__Work instructions__: Scan the records beneath this line for the line holding "M 1726,827 L 1726,851 L 1714,840 Z" and the line holding "M 578,1137 L", then transcribe exactly those two and all lines between.

[Collected data entries]
§

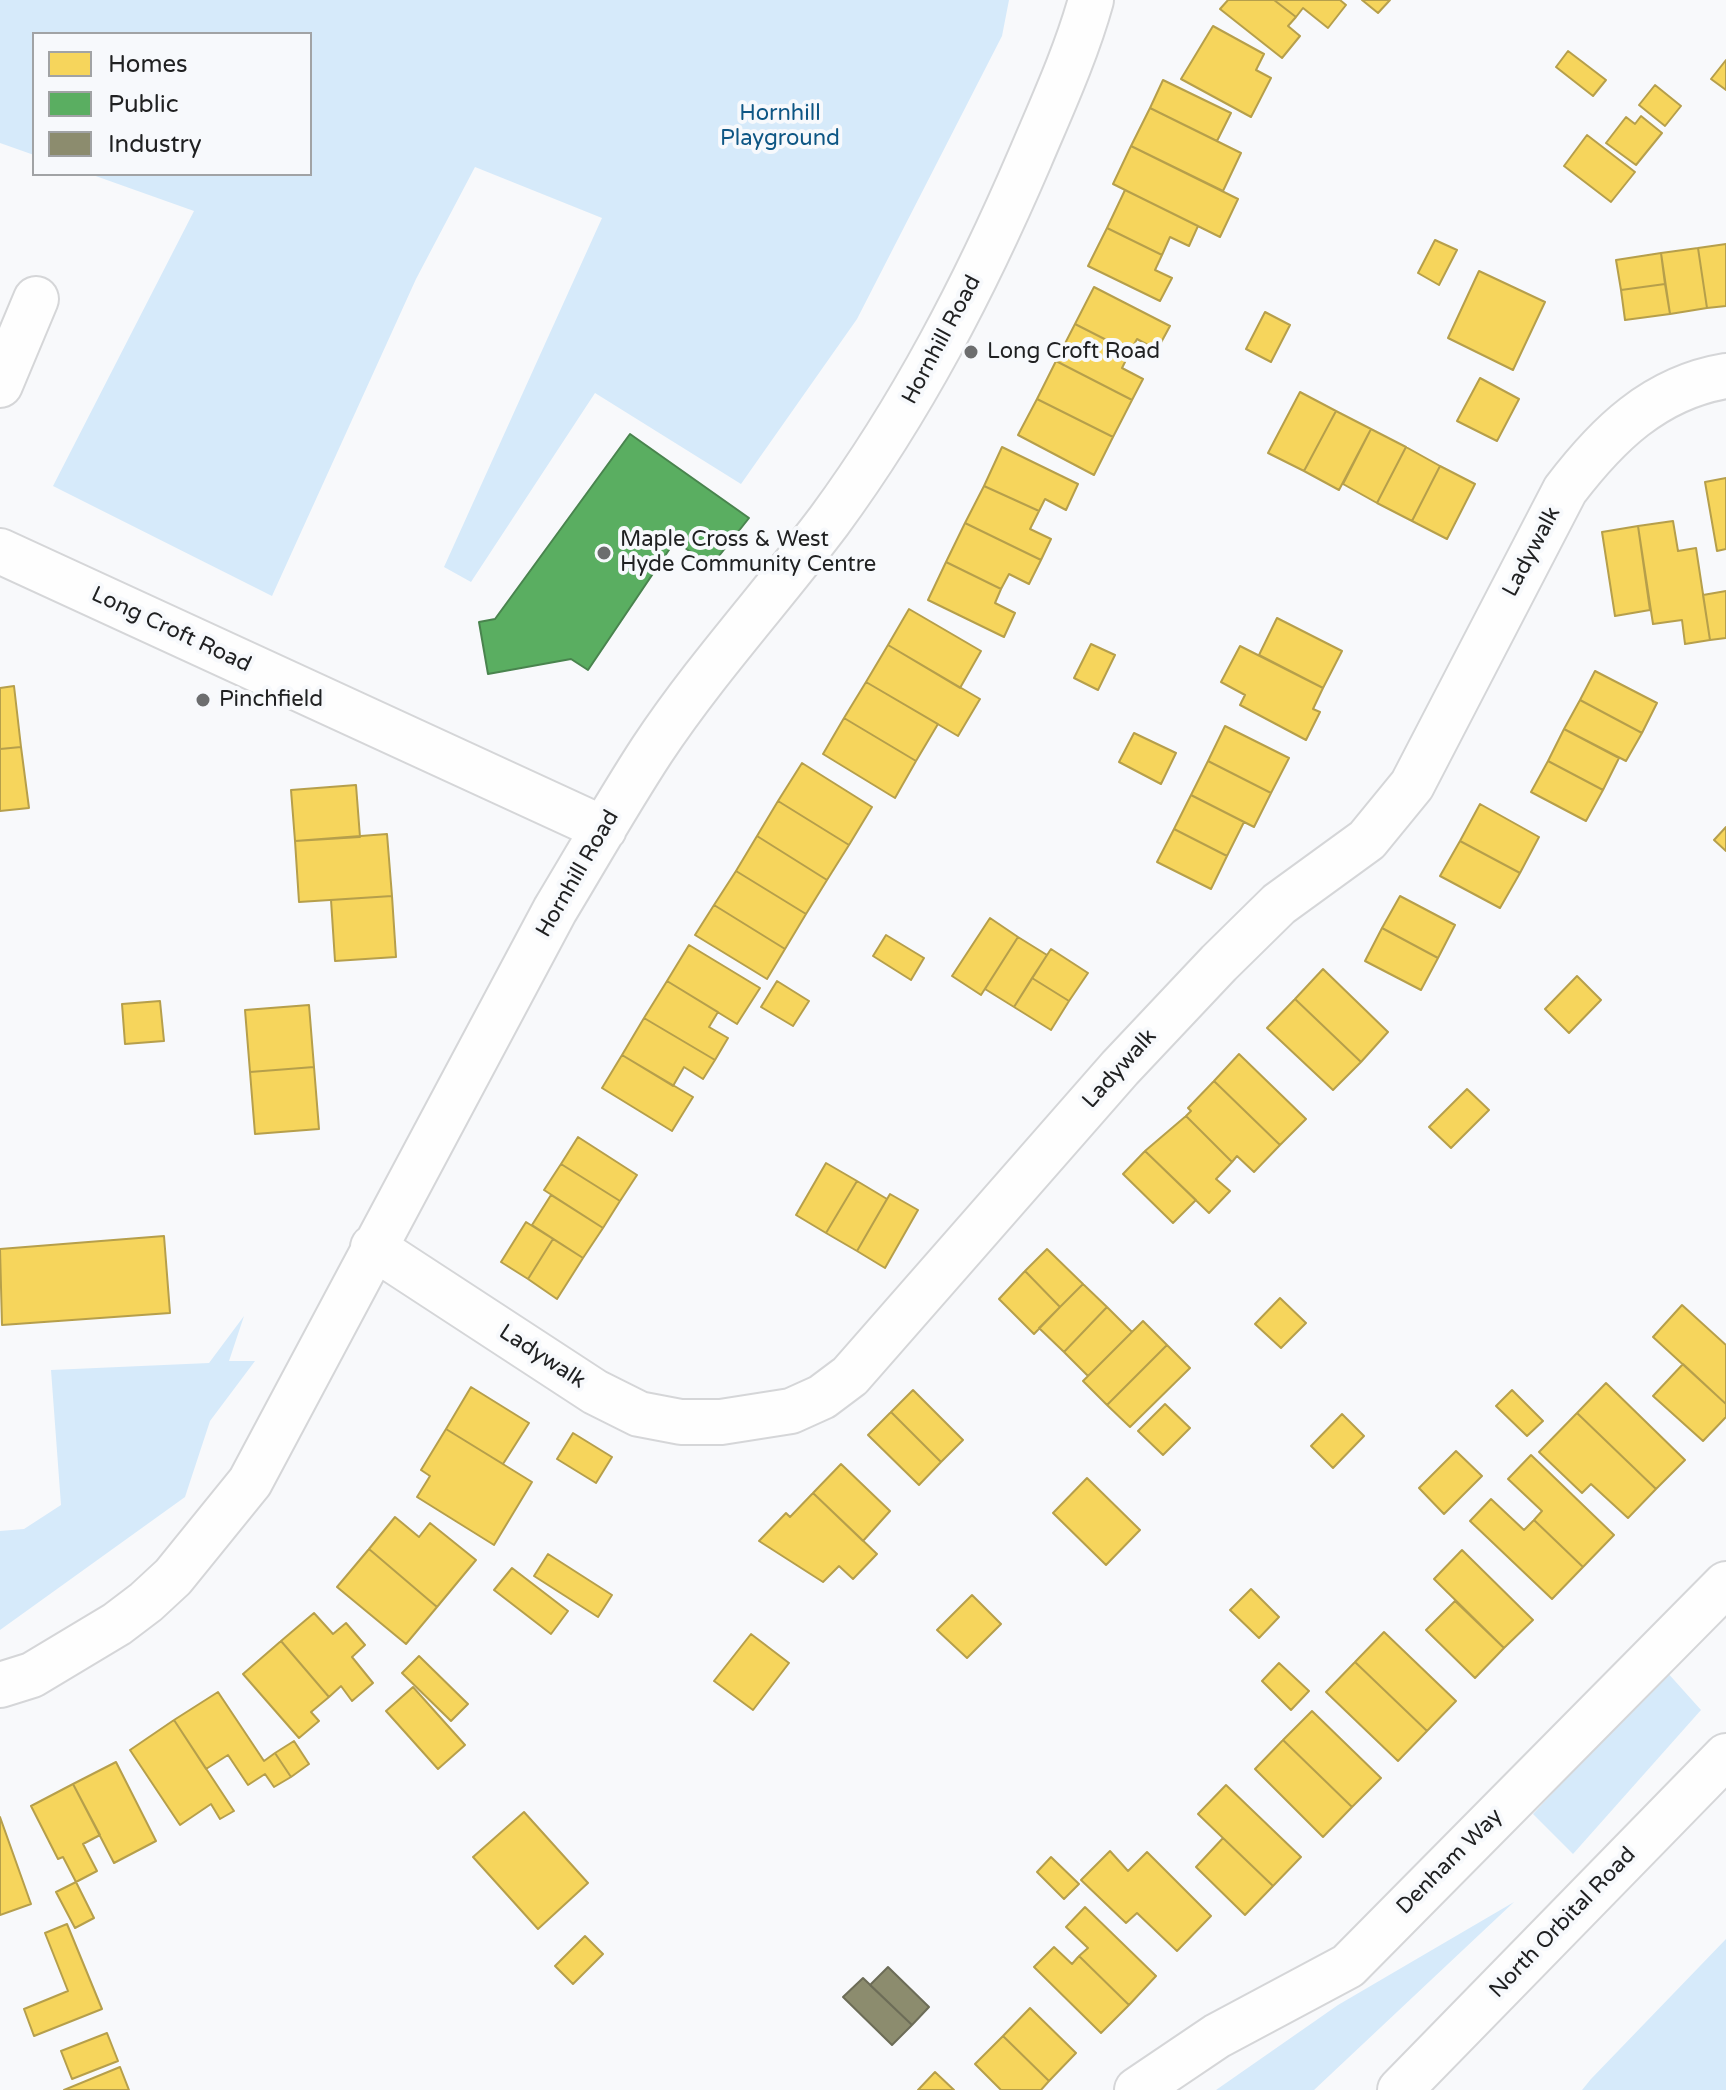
<!DOCTYPE html>
<style>
body{margin:0}
#map{position:relative;width:1726px;height:2090px;overflow:hidden;background:#f8f9fb;font-family:"Varela Round",sans-serif}
canvas{display:block}
.legend{position:absolute;left:32px;top:32px;width:280px;height:144px;box-sizing:border-box;background:#f7f9fc;border:2px solid #a1a3a5;margin:0;padding:10px 14px;list-style:none;font-size:24px;color:#202122}
.legend li{display:flex;align-items:center;gap:16px;height:40px}
.legend b{width:40px;border:2px solid #a1a3a5}
</style>
<div id="map">
<canvas width="1726" height="2090"></canvas>
<ul class="legend">
<li><b style="height:22px;background:#f6d55c"></b>Homes</li>
<li><b style="height:22px;background:#5aae61"></b>Public</li>
<li><b style="height:22px;background:#8c8c6e"></b>Industry</li>
</ul>
</div>
<script>
const context = document.querySelector('canvas').getContext('2d');
context.lineJoin = 'round';
function paint(path, color) { context.fillStyle = color; context.fill(path, 'evenodd'); }
function trace(path, color, width, dash) { context.strokeStyle = color; context.lineWidth = width; context.lineCap = dash ? 'butt' : 'round'; context.setLineDash(dash || []); context.stroke(path); }
function drawText(font, color, halo, rows, align = 'center') {
  context.font = font + ' "Varela Round",sans-serif'; context.lineWidth = 8; context.setLineDash([]); context.textBaseline = 'middle'; context.strokeStyle = halo; context.fillStyle = color; for (const [text, x, y, turn = 0] of rows) {
    context.save(); context.translate(x, y); context.rotate((+turn || 0) * Math.PI / 180); context.textAlign = isNaN(turn) ? turn : align; if (halo) context.strokeText(text, 0, 0); context.fillText(text, 0, 0); context.restore();
  }
}
paint(new Path2D(`
 M 0,0 L 1009,0 L 1002,36 L 857,319 L 741,484 L 595,393 L 471,582 L 444,567 L 602,218 L 475,167 L 416,279 L 272,596 L 53,486 L 194,211 L 90,174 L 310,174 L 310,34 L 34,34 L 34,155 L 0,143 Z
 M 244,1316 L 229,1361 L 255,1361 L 210,1421 L 185,1497 L 0,1630 L 0,1531 L 24,1529 L 61,1505 L 51,1370 L 209,1363 Z
 M 1666,1671 L 1701,1710 L 1573,1854 L 1533,1814 Z
 M 1514,1902 L 1314,2090 L 1216,2090 L 1338,2005 Z
 M 1726,1939 L 1726,2090 L 1582,2090 L 1591,2079 Z`), '#d6eafa');
const homes = new Path2D(`
 M 1228,0 L 1274,0 L 1296,17 L 1288,26 L 1300,36 L 1282,58 L 1220,9 Z
 M 1274,0 L 1340,0 L 1346,5 L 1328,28 L 1303,8 L 1296,17 Z
 M 1362,0 L 1390,0 L 1378,13 Z
 M 1213,26 L 1264,54 L 1256,70 L 1271,78 L 1251,117 L 1181,79 Z
 M 1568,51 L 1606,80 L 1593,96 L 1556,67 Z
 M 1726,60 L 1726,90 L 1711,79 Z
 M 1163,80 L 1231,113 L 1217,141 L 1150,108 Z
 M 1655,85 L 1681,106 L 1665,126 L 1639,105 Z
 M 1150,108 L 1241,153 L 1223,191 L 1131,146 Z
 M 1641,116 L 1662,133 L 1636,165 L 1606,143 L 1626,117 L 1635,124 Z
 M 1587,135 L 1635,172 L 1611,202 L 1564,166 Z
 M 1131,146 L 1238,199 L 1220,237 L 1113,184 Z
 M 1125,190 L 1198,226 L 1189,246 L 1170,237 L 1162,255 L 1107,228 Z
 M 1107,228 L 1162,255 L 1155,270 L 1172,278 L 1160,301 L 1088,266 Z
 M 1435,240 L 1457,250 L 1439,285 L 1418,273 Z
 M 1726,244 L 1726,306 L 1707,308 L 1698,248 Z
 M 1698,248 L 1707,308 L 1670,314 L 1661,253 Z
 M 1661,253 L 1665,284 L 1621,290 L 1616,260 Z
 M 1479,271 L 1545,302 L 1513,370 L 1448,338 Z
 M 1665,284 L 1670,314 L 1625,320 L 1621,290 Z
 M 1094,287 L 1170,326 L 1157,350 L 1137,339 L 1130,352 L 1075,324 Z
 M 1265,312 L 1290,325 L 1271,362 L 1246,349 Z
 M 1075,324 L 1130,352 L 1122,368 L 1143,379 L 1132,400 L 1056,361 Z
 M 1056,361 L 1132,400 L 1113,437 L 1037,399 Z
 M 1480,378 L 1519,399 L 1497,441 L 1457,421 Z
 M 1300,392 L 1336,411 L 1304,471 L 1268,453 Z
 M 1037,399 L 1113,437 L 1094,475 L 1018,435 Z
 M 1336,411 L 1371,429 L 1339,490 L 1304,471 Z
 M 1371,429 L 1406,447 L 1377,503 L 1343,484 Z
 M 1002,447 L 1078,484 L 1066,510 L 1045,499 L 1039,511 L 984,486 Z
 M 1406,447 L 1440,466 L 1412,521 L 1377,503 Z
 M 1440,466 L 1475,484 L 1447,539 L 1412,521 Z
 M 1726,478 L 1726,549 L 1717,551 L 1705,482 Z
 M 984,486 L 1039,511 L 1030,529 L 1051,539 L 1041,560 L 965,523 Z
 M 1673,521 L 1678,551 L 1696,548 L 1710,640 L 1685,644 L 1682,620 L 1653,624 L 1638,526 Z
 M 965,523 L 1041,560 L 1029,584 L 1009,574 L 1001,589 L 946,562 Z
 M 1638,526 L 1650,610 L 1615,616 L 1602,532 Z
 M 946,562 L 1001,589 L 995,603 L 1015,613 L 1004,637 L 928,600 Z
 M 1726,591 L 1726,638 L 1710,640 L 1703,595 Z
 M 909,609 L 981,651 L 960,688 L 888,645 Z
 M 1277,618 L 1342,651 L 1323,688 L 1259,655 Z
 M 1091,644 L 1115,655 L 1098,690 L 1074,678 Z
 M 888,645 L 980,699 L 958,736 L 866,682 Z
 M 1240,646 L 1323,688 L 1313,709 L 1320,712 L 1306,740 L 1240,705 L 1245,695 L 1221,682 Z
 M 1595,671 L 1657,703 L 1642,733 L 1580,700 Z
 M 866,682 L 938,724 L 916,761 L 844,718 Z
 M 14,686 L 21,747 L 0,749 L 0,688 Z
 M 1580,700 L 1642,733 L 1626,761 L 1564,729 Z
 M 844,718 L 916,761 L 895,798 L 823,754 Z
 M 1225,726 L 1289,758 L 1271,793 L 1208,761 Z
 M 1564,729 L 1619,758 L 1603,790 L 1548,761 Z
 M 1134,733 L 1176,753 L 1161,784 L 1119,762 Z
 M 21,747 L 29,808 L 0,811 L 0,749 Z
 M 1208,761 L 1271,793 L 1254,827 L 1191,795 Z
 M 1548,761 L 1603,790 L 1586,821 L 1531,792 Z
 M 802,763 L 872,807 L 849,845 L 778,801 Z
 M 356,785 L 360,837 L 295,841 L 291,790 Z
 M 1191,795 L 1244,822 L 1227,856 L 1174,829 Z
 M 778,801 L 849,845 L 827,880 L 757,836 Z
 M 1480,804 L 1539,837 L 1520,873 L 1460,841 Z
 M 1726,827 L 1726,851 L 1714,840 Z
 M 1174,829 L 1227,856 L 1211,889 L 1157,862 Z
 M 387,834 L 392,896 L 299,902 L 295,841 Z
 M 757,836 L 827,880 L 806,914 L 736,871 Z
 M 1460,841 L 1520,873 L 1500,908 L 1440,876 Z
 M 736,871 L 806,914 L 785,949 L 714,905 Z
 M 392,896 L 396,957 L 335,961 L 331,900 Z
 M 1400,896 L 1455,925 L 1438,958 L 1382,928 Z
 M 714,905 L 785,949 L 767,979 L 695,935 Z
 M 990,918 L 1018,937 L 981,995 L 952,976 Z
 M 1382,928 L 1438,958 L 1421,990 L 1365,961 Z
 M 886,935 L 924,958 L 911,980 L 873,956 Z
 M 1018,937 L 1047,955 L 1014,1007 L 985,989 Z
 M 689,945 L 760,988 L 737,1024 L 667,981 Z
 M 1051,949 L 1088,973 L 1069,1001 L 1032,978 Z
 M 1323,969 L 1388,1032 L 1361,1062 L 1295,999 Z
 M 1577,976 L 1601,1000 L 1569,1033 L 1545,1009 Z
 M 1032,978 L 1069,1001 L 1051,1030 L 1014,1007 Z
 M 667,981 L 718,1012 L 709,1027 L 728,1038 L 715,1060 L 644,1018 Z
 M 777,981 L 809,1001 L 793,1026 L 761,1007 Z
 M 1295,999 L 1361,1062 L 1333,1090 L 1267,1028 Z
 M 160,1001 L 164,1041 L 125,1044 L 122,1004 Z
 M 309,1005 L 314,1067 L 250,1072 L 245,1010 Z
 M 644,1018 L 715,1060 L 703,1079 L 684,1067 L 673,1086 L 622,1055 Z
 M 1239,1054 L 1306,1119 L 1280,1145 L 1214,1081 Z
 M 622,1055 L 693,1097 L 672,1131 L 602,1088 Z
 M 314,1067 L 319,1129 L 255,1134 L 250,1072 Z
 M 1214,1081 L 1280,1145 L 1254,1172 L 1237,1156 L 1232,1162 L 1186,1116 L 1191,1111 L 1188,1108 Z
 M 1467,1089 L 1489,1110 L 1451,1148 L 1429,1127 Z
 M 1186,1116 L 1232,1162 L 1216,1179 L 1230,1191 L 1209,1213 L 1145,1151 Z
 M 578,1137 L 637,1175 L 620,1201 L 561,1164 Z
 M 1145,1151 L 1196,1200 L 1173,1223 L 1123,1174 Z
 M 826,1163 L 857,1181 L 826,1233 L 796,1215 Z
 M 561,1164 L 620,1201 L 603,1228 L 544,1190 Z
 M 857,1181 L 887,1199 L 857,1251 L 826,1233 Z
 M 890,1194 L 918,1210 L 885,1268 L 857,1251 Z
 M 551,1195 L 603,1228 L 583,1258 L 532,1225 Z
 M 526,1222 L 553,1239 L 528,1279 L 501,1262 Z
 M 164,1236 L 170,1313 L 2,1325 L 0,1249 Z
 M 553,1239 L 583,1258 L 557,1299 L 528,1279 Z
 M 1047,1249 L 1083,1284 L 1060,1307 L 1025,1271 Z
 M 1025,1271 L 1060,1307 L 1034,1334 L 999,1299 Z
 M 1083,1284 L 1107,1307 L 1064,1352 L 1039,1328 Z
 M 1280,1298 L 1306,1323 L 1281,1348 L 1255,1324 Z
 M 1682,1305 L 1726,1345 L 1726,1404 L 1653,1337 Z
 M 1107,1307 L 1132,1332 L 1088,1376 L 1064,1352 Z
 M 1143,1321 L 1167,1345 L 1107,1405 L 1083,1381 Z
 M 1167,1345 L 1190,1368 L 1130,1427 L 1107,1405 Z
 M 1683,1364 L 1726,1404 L 1726,1417 L 1703,1441 L 1653,1396 Z
 M 1606,1383 L 1685,1460 L 1656,1489 L 1577,1413 Z
 M 471,1387 L 529,1423 L 503,1464 L 446,1429 Z
 M 913,1390 L 963,1440 L 941,1462 L 891,1412 Z
 M 1512,1390 L 1543,1421 L 1527,1436 L 1496,1406 Z
 M 1165,1404 L 1190,1428 L 1163,1455 L 1138,1431 Z
 M 891,1412 L 941,1462 L 919,1485 L 868,1435 Z
 M 1577,1413 L 1656,1489 L 1628,1518 L 1591,1484 L 1582,1493 L 1539,1452 Z
 M 1342,1414 L 1364,1436 L 1333,1468 L 1311,1446 Z
 M 446,1429 L 532,1482 L 494,1545 L 417,1497 L 430,1476 L 421,1470 Z
 M 573,1433 L 612,1457 L 596,1483 L 557,1459 Z
 M 1456,1451 L 1482,1476 L 1444,1514 L 1419,1488 Z
 M 1531,1455 L 1614,1535 L 1583,1567 L 1534,1520 L 1542,1511 L 1508,1479 Z
 M 841,1464 L 890,1511 L 863,1541 L 813,1493 Z
 M 1087,1478 L 1140,1530 L 1106,1565 L 1053,1513 Z
 M 813,1493 L 877,1554 L 853,1579 L 839,1566 L 823,1582 L 759,1541 L 786,1513 L 790,1517 Z
 M 1491,1499 L 1524,1530 L 1534,1520 L 1583,1567 L 1552,1599 L 1470,1521 Z
 M 395,1517 L 419,1537 L 430,1523 L 476,1560 L 437,1607 L 369,1549 Z
 M 369,1549 L 437,1607 L 406,1644 L 337,1587 Z
 M 1462,1550 L 1533,1620 L 1504,1648 L 1434,1579 Z
 M 548,1554 L 612,1595 L 598,1617 L 534,1576 Z
 M 512,1568 L 568,1611 L 551,1634 L 494,1590 Z
 M 1251,1589 L 1279,1617 L 1259,1638 L 1230,1610 Z
 M 972,1595 L 1001,1624 L 967,1658 L 937,1630 Z
 M 1455,1601 L 1504,1648 L 1475,1678 L 1426,1630 Z
 M 314,1613 L 333,1634 L 346,1623 L 365,1645 L 352,1657 L 373,1683 L 352,1701 L 341,1686 L 329,1697 L 281,1641 Z
 M 1384,1632 L 1456,1701 L 1427,1731 L 1355,1662 Z
 M 751,1634 L 789,1663 L 753,1710 L 714,1681 Z
 M 281,1641 L 329,1697 L 311,1712 L 319,1721 L 299,1738 L 243,1674 Z
 M 419,1656 L 468,1704 L 451,1721 L 402,1673 Z
 M 1355,1662 L 1427,1731 L 1398,1761 L 1326,1692 Z
 M 1279,1663 L 1309,1691 L 1291,1710 L 1262,1681 Z
 M 413,1687 L 465,1745 L 438,1769 L 386,1711 Z
 M 218,1692 L 264,1761 L 275,1753 L 291,1777 L 274,1787 L 265,1774 L 248,1785 L 228,1755 L 206,1769 L 174,1720 Z
 M 1312,1711 L 1381,1778 L 1352,1807 L 1283,1740 Z
 M 174,1720 L 234,1811 L 220,1819 L 211,1804 L 180,1825 L 130,1750 Z
 M 1283,1740 L 1352,1807 L 1323,1837 L 1255,1769 Z
 M 294,1741 L 309,1764 L 291,1777 L 275,1753 Z
 M 116,1762 L 156,1841 L 114,1863 L 73,1784 Z
 M 73,1784 L 100,1835 L 83,1844 L 97,1871 L 76,1882 L 63,1857 L 58,1859 L 31,1806 Z
 M 1226,1785 L 1301,1857 L 1273,1886 L 1198,1814 Z
 M 524,1812 L 588,1883 L 538,1929 L 473,1857 Z
 M 0,1817 L 31,1904 L 0,1915 Z
 M 1223,1838 L 1273,1886 L 1245,1915 L 1196,1867 Z
 M 1110,1851 L 1128,1871 L 1147,1852 L 1211,1916 L 1177,1951 L 1137,1913 L 1126,1923 L 1081,1880 Z
 M 1051,1857 L 1079,1884 L 1064,1899 L 1037,1872 Z
 M 76,1882 L 94,1918 L 75,1928 L 56,1892 Z
 M 1085,1907 L 1156,1976 L 1129,2005 L 1079,1956 L 1088,1948 L 1066,1927 Z
 M 67,1924 L 102,2009 L 34,2036 L 24,2009 L 68,1991 L 45,1933 Z
 M 585,1936 L 603,1954 L 573,1984 L 555,1966 Z
 M 1054,1947 L 1072,1964 L 1079,1956 L 1129,2005 L 1101,2033 L 1034,1967 Z
 M 1030,2008 L 1076,2053 L 1049,2081 L 1003,2036 Z
 M 107,2033 L 118,2061 L 72,2079 L 61,2051 Z
 M 1003,2036 L 1049,2081 L 1041,2090 L 1001,2090 L 975,2064 Z
 M 120,2067 L 129,2090 L 64,2090 Z
 M 935,2072 L 954,2090 L 918,2090 Z`);
paint(homes, '#f6d55c');
trace(homes, '#b69f4b', 2);
const public = new Path2D(`
 M 630,434 L 749,518 L 711,566 L 675,541 L 588,670 L 571,659 L 488,674 L 479,622 L 495,619 Z`);
paint(public, '#5aae61');
trace(public, '#49844e', 2);
const industry = new Path2D(`
 M 888,1967 L 929,2007 L 912,2025 L 870,1985 Z
 M 863,1978 L 912,2025 L 892,2045 L 843,1997 Z`);
paint(industry, '#8c8c6e');
trace(industry, '#6c6c57', 2);
const street = new Path2D(`
 M 0,385 L 36,299
 M 0,551 L 604,829
 M 373,1247 L 595,1392 L 639,1414 L 681,1422 L 721,1422 L 791,1411 L 822,1397 L 850,1376 L 1120,1068 L 1219,963 L 1279,904 L 1367,840 L 1412,785 L 1565,490 C 1607,435 1654,388 1726,376
 M 0,1685 L 32,1675 L 117,1624 L 146,1602 L 173,1577 L 250,1482 L 555,910 C 587,857 618,802 652,750 C 705,670 771,598 829,521 C 912,408 975,286 1030,158 C 1052,106 1076,54 1091,0
 M 1137,2090 L 1217,2036 L 1348,1966 L 1726,1584`);
const primary = new Path2D(`
 M 1400,2090 L 1726,1756`);
trace(street, '#d5d6d8', 48);
trace(primary, '#d5d6d8', 48);
trace(street, '#fefefe', 44);
trace(primary, '#fefefe', 44);
for (const [x, y, r, color] of [
 [971,352,8,"#6c6d6e"],
 [604,553,8,"#6c6d6e"],
 [203,700,8,"#6c6d6e"]
]) { const dot = new Path2D(); dot.arc(x, y, r, 0, 2 * Math.PI); context.fillStyle = color; context.fill(dot); trace(dot, '#f7f9fc', 3); }
drawText('22px', '#0e5684', '#f7f9fc', [
 ["Hornhill",780,114],
 ["Playground",780,139]
]);
drawText('22px', '#202122', '#f7f9fc', [
 ["Hornhill Road",942,340,-62],
 ["Ladywalk",1532,552,-62],
 ["Long Croft Road",171,630,25],
 ["Hornhill Road",578,874,-60],
 ["Ladywalk",1120,1069,-48],
 ["Ladywalk",542,1357,33],
 ["Denham Way",1450,1862,-45],
 ["North Orbital Road",1563,1923,-46]
]);
drawText('22px', '#202122', '#f7f9fc', [
 ["Long Croft Road",987,352],
 ["Maple Cross & West",620,540],
 ["Hyde Community Centre",620,565],
 ["Pinchfield",219,700]
], 'left');
</script>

§

__Task result__:
 M 1726,827 L 1726,851 L 1714,840 Z
 M 1174,829 L 1227,856 L 1211,889 L 1157,862 Z
 M 387,834 L 392,896 L 299,902 L 295,841 Z
 M 757,836 L 827,880 L 806,914 L 736,871 Z
 M 1460,841 L 1520,873 L 1500,908 L 1440,876 Z
 M 736,871 L 806,914 L 785,949 L 714,905 Z
 M 392,896 L 396,957 L 335,961 L 331,900 Z
 M 1400,896 L 1455,925 L 1438,958 L 1382,928 Z
 M 714,905 L 785,949 L 767,979 L 695,935 Z
 M 990,918 L 1018,937 L 981,995 L 952,976 Z
 M 1382,928 L 1438,958 L 1421,990 L 1365,961 Z
 M 886,935 L 924,958 L 911,980 L 873,956 Z
 M 1018,937 L 1047,955 L 1014,1007 L 985,989 Z
 M 689,945 L 760,988 L 737,1024 L 667,981 Z
 M 1051,949 L 1088,973 L 1069,1001 L 1032,978 Z
 M 1323,969 L 1388,1032 L 1361,1062 L 1295,999 Z
 M 1577,976 L 1601,1000 L 1569,1033 L 1545,1009 Z
 M 1032,978 L 1069,1001 L 1051,1030 L 1014,1007 Z
 M 667,981 L 718,1012 L 709,1027 L 728,1038 L 715,1060 L 644,1018 Z
 M 777,981 L 809,1001 L 793,1026 L 761,1007 Z
 M 1295,999 L 1361,1062 L 1333,1090 L 1267,1028 Z
 M 160,1001 L 164,1041 L 125,1044 L 122,1004 Z
 M 309,1005 L 314,1067 L 250,1072 L 245,1010 Z
 M 644,1018 L 715,1060 L 703,1079 L 684,1067 L 673,1086 L 622,1055 Z
 M 1239,1054 L 1306,1119 L 1280,1145 L 1214,1081 Z
 M 622,1055 L 693,1097 L 672,1131 L 602,1088 Z
 M 314,1067 L 319,1129 L 255,1134 L 250,1072 Z
 M 1214,1081 L 1280,1145 L 1254,1172 L 1237,1156 L 1232,1162 L 1186,1116 L 1191,1111 L 1188,1108 Z
 M 1467,1089 L 1489,1110 L 1451,1148 L 1429,1127 Z
 M 1186,1116 L 1232,1162 L 1216,1179 L 1230,1191 L 1209,1213 L 1145,1151 Z
 M 578,1137 L 637,1175 L 620,1201 L 561,1164 Z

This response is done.